Growing up in China, I thought birthday cakes were pretty magical stuff. Like, on par with the mooncakes that we ate during the mid-autumn festivals or the garlic pickled in vinegar that would turn blue just in time for Chinese new year. On my birthdays, my granddad would pick me up early from school (and make me feel sooooo special because no one else got to leave school early that day) and take me to the state-run bakery and pick up my birthday cake. Sometimes, those standoffish middle-aged baker ladies would make it on the spot in front of a glass window through which I could watch the entire cake making process, which I thought was the coolest thing ever. She would put this simple yellow cake on a turnstile and proceed to cover it with a thick layer of frosting and flowers. At such a young age, I just couldn't comprehend how a tube of frosting can turn into flowers and other shapes -- it must be magic. Which is why I think people who make their own wedding cakes or that guy on ace of cakes are pretty much the most talented people ever.
Aside from the frosting, the fact that fancy cakes have multiple layers also makes a big difference. I've baked plenty of cakes for various occasions but stacking two cakes on top of each other always seemed more intimidating than it actually was. So for my stepdad's birthday, I decided to take that leap and make a two-layered cake.
I used my current favorite chocolate cake recipe, which I also used for Chris's birthday cupcakes junior year. It makes fluffy but intensely chocolate-y cake, although my personal preference is actually a denser and richer cake so I've been thinking about ways to tinker with its texture but still preserving its fantastic chocolate taste.

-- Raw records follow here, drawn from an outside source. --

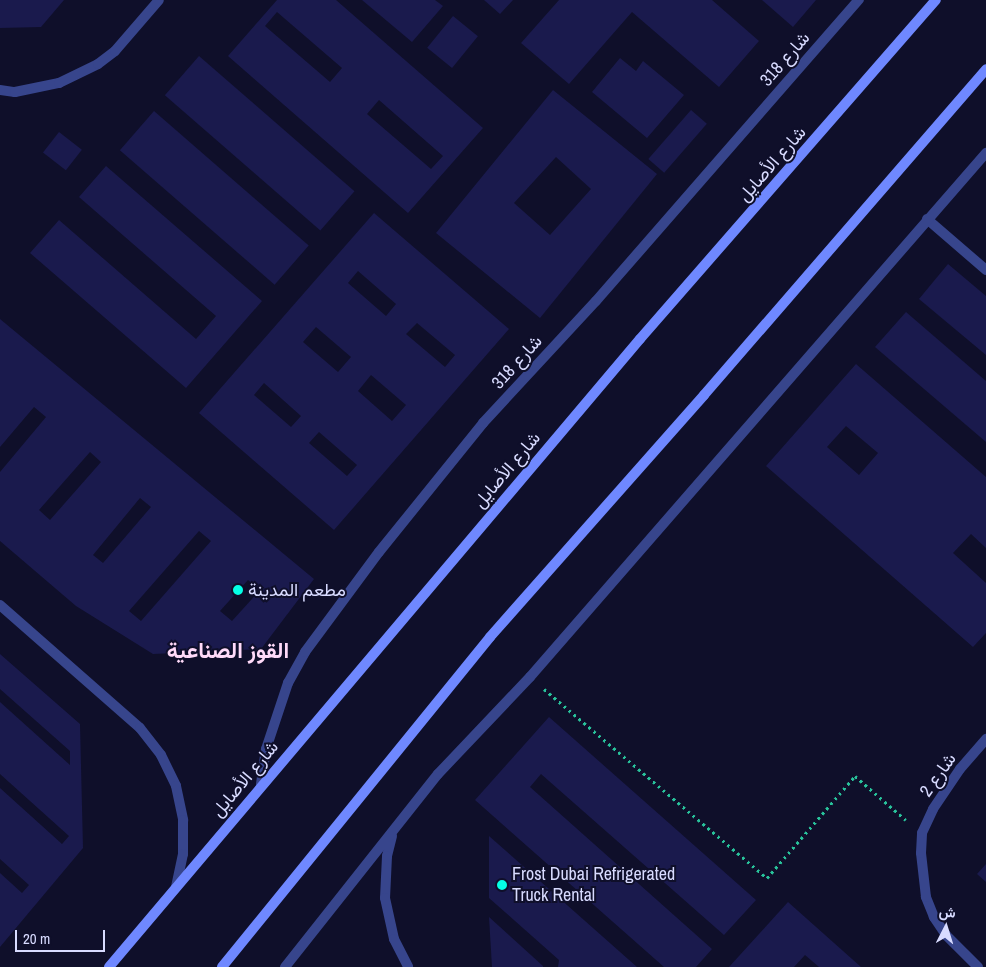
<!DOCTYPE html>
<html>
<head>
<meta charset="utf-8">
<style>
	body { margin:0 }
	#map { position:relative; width:986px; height:967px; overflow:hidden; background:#0f0f2a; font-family:"Archivo Narrow",Vazirmatn,sans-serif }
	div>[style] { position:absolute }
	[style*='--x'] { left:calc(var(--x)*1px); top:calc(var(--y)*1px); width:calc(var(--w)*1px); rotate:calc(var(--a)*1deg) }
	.building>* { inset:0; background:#1a1a4d; transform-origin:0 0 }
	.path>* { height:3px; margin-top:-1.5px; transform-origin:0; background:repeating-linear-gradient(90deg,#28c39b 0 2.5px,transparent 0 6.5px) }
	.service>* { height:10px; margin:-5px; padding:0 5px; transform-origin:5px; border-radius:5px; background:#37458c }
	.minor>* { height:10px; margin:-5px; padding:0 5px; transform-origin:5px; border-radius:5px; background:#37458c }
	.secondary>* { height:10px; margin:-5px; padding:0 5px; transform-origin:5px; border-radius:5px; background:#6f88ff }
	.dots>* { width:14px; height:14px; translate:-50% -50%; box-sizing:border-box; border:2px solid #0f0f2a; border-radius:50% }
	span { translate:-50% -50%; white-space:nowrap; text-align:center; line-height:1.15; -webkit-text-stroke:4px #0f0f2a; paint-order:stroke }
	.street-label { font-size:18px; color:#d8dbff }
	.poi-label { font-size:18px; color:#d8dbff }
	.left { translate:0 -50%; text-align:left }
	.district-label { font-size:22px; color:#ffdaf9; font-weight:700 }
	.north { position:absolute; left:921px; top:902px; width:50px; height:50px; -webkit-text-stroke:4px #0f0f2a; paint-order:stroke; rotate:5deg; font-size:14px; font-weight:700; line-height:20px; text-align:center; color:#d8dbff }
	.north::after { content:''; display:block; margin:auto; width:18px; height:22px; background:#d8dbff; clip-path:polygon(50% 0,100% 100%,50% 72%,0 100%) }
	.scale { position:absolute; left:15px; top:930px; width:90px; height:22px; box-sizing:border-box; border:2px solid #d8dbff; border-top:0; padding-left:6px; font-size:15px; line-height:18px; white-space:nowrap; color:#d8dbff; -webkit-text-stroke:4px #0f0f2a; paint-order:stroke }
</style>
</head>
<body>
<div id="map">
	<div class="building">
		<div style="clip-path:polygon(0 0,64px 0,41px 27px,0 28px)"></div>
		<div style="clip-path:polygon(evenodd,277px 0,336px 0,483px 128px,408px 213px,228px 56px,277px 0,277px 12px,342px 68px,330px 82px,265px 26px,277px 12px,277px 0,379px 100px,443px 156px,431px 169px,367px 114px,379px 100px)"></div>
		<div style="clip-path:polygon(362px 0,435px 0,443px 6px,412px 42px)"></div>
		<div style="clip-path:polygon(484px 0,513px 0,500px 14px)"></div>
		<div style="clip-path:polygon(559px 0,712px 0,759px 41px,719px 87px,632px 12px,569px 84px,521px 43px)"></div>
		<div style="clip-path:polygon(762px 0,816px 0,793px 27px)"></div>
		<div style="left:453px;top:16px;width:32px;height:41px;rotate:39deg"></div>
		<div style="left:199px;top:56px;width:206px;height:52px;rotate:41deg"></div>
		<div style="clip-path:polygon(620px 58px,636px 71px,643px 61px,684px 95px,647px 138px,592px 92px)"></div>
		<div style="clip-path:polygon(evenodd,553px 90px,657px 174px,540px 318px,436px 233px,553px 90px,556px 157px,591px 189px,550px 235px,514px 203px,556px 157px)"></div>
		<div style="left:691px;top:110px;width:21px;height:65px;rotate:41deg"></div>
		<div style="left:154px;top:111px;width:205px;height:52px;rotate:41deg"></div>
		<div style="left:59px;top:132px;width:29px;height:26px;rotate:38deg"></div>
		<div style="clip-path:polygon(106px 166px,262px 301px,186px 388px,30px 253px,59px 220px,196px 339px,216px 316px,79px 197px)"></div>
		<div style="clip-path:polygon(evenodd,374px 213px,509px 329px,334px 530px,199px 413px,374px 213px,358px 271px,396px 304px,386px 316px,348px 283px,358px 271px,374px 213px,417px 323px,455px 355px,445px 367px,406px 334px,417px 323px,374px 213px,316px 327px,351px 357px,338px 372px,303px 342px,316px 327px,374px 213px,371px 375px,406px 405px,392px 421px,358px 391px,371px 375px,374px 213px,264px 383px,301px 416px,291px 427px,254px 395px,264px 383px,374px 213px,319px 432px,357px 465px,347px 476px,309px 443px,319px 432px)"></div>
		<div style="clip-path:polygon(948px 264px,986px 296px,986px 355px,919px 299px)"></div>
		<div style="clip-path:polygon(906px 312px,986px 381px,986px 442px,875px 347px)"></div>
		<div style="clip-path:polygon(evenodd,0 319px,314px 579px,261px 649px,153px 654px,76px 606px,0 541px,0 472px,46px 417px,34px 407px,0 447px,0 319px,90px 452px,101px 462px,50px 520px,39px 510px,90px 452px,0 319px,140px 498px,151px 507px,103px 563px,93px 555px,140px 498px,0 319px,199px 531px,211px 541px,141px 621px,129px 611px,199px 531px,0 319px,248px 580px,260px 590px,232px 621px,220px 611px,248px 580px)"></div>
		<div style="clip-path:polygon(evenodd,856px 364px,986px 477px,986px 548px,971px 534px,953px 553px,986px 583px,986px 633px,973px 647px,766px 466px,856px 364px,846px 426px,878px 453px,859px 475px,827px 447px,846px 426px)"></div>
		<div style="clip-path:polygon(0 654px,80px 724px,83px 848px,0 947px,0 873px,22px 893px,29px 885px,0 859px,0 788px,62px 844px,69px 836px,0 774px,0 702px,70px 765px,70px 751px,0 689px)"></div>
		<div style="clip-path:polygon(549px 717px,756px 900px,724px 935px,541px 774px,530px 787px,712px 949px,696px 967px,664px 967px,475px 800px)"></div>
		<div style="clip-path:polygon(489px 836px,637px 967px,558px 967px,559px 960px,489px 898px)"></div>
		<div style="clip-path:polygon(986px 864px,986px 882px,977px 874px)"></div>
		<div style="clip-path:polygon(788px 902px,861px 967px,819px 967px,805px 955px,794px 967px,729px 967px)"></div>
		<div style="clip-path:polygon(489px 917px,543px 966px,543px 967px,492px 967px)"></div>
	</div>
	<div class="path">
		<div style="--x:544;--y:689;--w:292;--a:40.3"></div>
		<div style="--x:767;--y:878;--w:135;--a:-49.2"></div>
		<div style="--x:855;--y:776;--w:67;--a:40.8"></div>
	</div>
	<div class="service">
		<div style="--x:0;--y:90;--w:15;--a:8"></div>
		<div style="--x:15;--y:92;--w:45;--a:-11.6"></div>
		<div style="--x:59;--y:83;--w:43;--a:-26"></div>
		<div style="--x:98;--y:64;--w:21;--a:-37"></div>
		<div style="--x:115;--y:51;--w:67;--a:-49.2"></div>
		<div style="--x:927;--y:219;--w:78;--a:40.8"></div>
		<div style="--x:0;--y:605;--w:186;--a:41.3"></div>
		<div style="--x:140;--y:728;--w:34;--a:52"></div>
		<div style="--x:161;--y:755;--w:34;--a:64"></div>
		<div style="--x:176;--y:786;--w:35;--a:78"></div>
		<div style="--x:183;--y:820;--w:34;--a:90"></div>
		<div style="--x:183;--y:854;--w:34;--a:102"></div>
		<div style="--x:392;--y:836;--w:21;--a:104"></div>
		<div style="--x:387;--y:856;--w:42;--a:92.7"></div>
		<div style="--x:385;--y:898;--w:42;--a:77.6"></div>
		<div style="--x:394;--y:939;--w:31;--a:63"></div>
		<div style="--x:978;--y:967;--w:45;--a:-135"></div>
		<div style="--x:946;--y:935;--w:22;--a:-124"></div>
		<div style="--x:934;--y:917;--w:22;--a:-112"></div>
		<div style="--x:926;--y:897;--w:44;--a:-96.5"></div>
		<div style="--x:921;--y:853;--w:20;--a:-87"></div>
		<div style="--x:922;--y:833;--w:26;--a:-65"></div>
		<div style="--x:933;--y:809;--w:48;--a:-56"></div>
		<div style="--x:960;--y:769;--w:40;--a:-49"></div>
	</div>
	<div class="minor">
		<div style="--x:261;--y:784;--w:35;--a:-82"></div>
		<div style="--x:266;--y:749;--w:70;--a:-71.6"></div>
		<div style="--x:288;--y:683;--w:35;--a:-61"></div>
		<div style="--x:305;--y:652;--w:124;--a:-53.5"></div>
		<div style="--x:379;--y:552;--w:166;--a:-51.1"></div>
		<div style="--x:483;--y:423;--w:166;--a:-47.2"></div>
		<div style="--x:596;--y:301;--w:400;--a:-48.9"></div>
		<div style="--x:285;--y:967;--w:246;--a:-51.6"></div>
		<div style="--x:438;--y:774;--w:134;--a:-46.5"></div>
		<div style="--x:530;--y:677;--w:695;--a:-48.97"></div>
	</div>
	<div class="secondary">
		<div style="--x:109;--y:967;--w:822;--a:-49.78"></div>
		<div style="--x:640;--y:339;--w:450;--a:-48.9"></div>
		<div style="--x:222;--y:967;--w:425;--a:-50.9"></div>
		<div style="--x:490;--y:637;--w:323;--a:-48.5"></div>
		<div style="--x:704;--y:395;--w:431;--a:-49.1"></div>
	</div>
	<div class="dots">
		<div style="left:238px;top:590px;background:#04ffe6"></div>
		<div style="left:502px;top:885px;background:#04ffe6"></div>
	</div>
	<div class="street-label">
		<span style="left:785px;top:59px;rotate:-49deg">شارع 318</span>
		<span style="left:772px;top:164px;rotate:-49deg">شارع الأصايل</span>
		<span style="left:517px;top:362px;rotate:-48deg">شارع 318</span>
		<span style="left:507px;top:470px;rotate:-50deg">شارع الأصايل</span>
		<span style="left:938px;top:775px;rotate:-55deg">شارع 2</span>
		<span style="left:245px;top:779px;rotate:-50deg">شارع الأصايل</span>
	</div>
	<div class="poi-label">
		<span class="left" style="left:248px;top:590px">مطعم المدينة</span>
		<span class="left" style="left:512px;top:885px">Frost Dubai Refrigerated<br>Truck Rental</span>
	</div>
	<div class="district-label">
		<span style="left:228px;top:651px">القوز الصناعية</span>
	</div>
	<div class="north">ش</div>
	<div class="scale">20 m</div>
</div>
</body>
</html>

Regardless of its baked texture, this cake has the most delicious cake batter, hands down. The coffee and chocolate plus the slight tang of the buttermilk makes you not want to bake the cake at all but just sit on the kitchen floor with your very large mixing bowl in your lap, spatula in hand.
I'm partial to chocolate cake with cream cheese frosting. Combining cream cheese with butter in a 4:1 ratio plus confectioner's sugar to taste is my way to go.
Frankly, this being my first time frosting a cake, I found that it's actually pretty friggin' hard. The cake was crumbly enough (another reason to bake a denser cake) that little crumbles kept getting mixed into the icing and making the cake look more polka-dotted than a picture-perfect white.
I melted some leftover chocolate with butter and a little heavy cream and put the mixture in a ziploc bag to write with. Man, it was hard! At first, the frosting was too hard having just come out of the fridge so the icing looked like... little brown segments. After it softened from the heat of my hand it became almost too liquidy and came out too easily. (Teenage boys, insert bodily function jokes here) Plus my artistic abilities are pretty lacking in the first place, making my decorations more than a little silly.
All in all, nothing beats smelling like chocolate at the end of the day and having cake to eat for an entire week. Washing down a big slice of cake with milk first thing in the morning while still in your pajamas is pretty decent, too.
2 comments:
Cake for breakfast is one of the signs of being a real grownup, I hear : ) I'm jealous!
Yum yum yum- looks and sounds delicious. I'm a huge fan of cc frosting, too.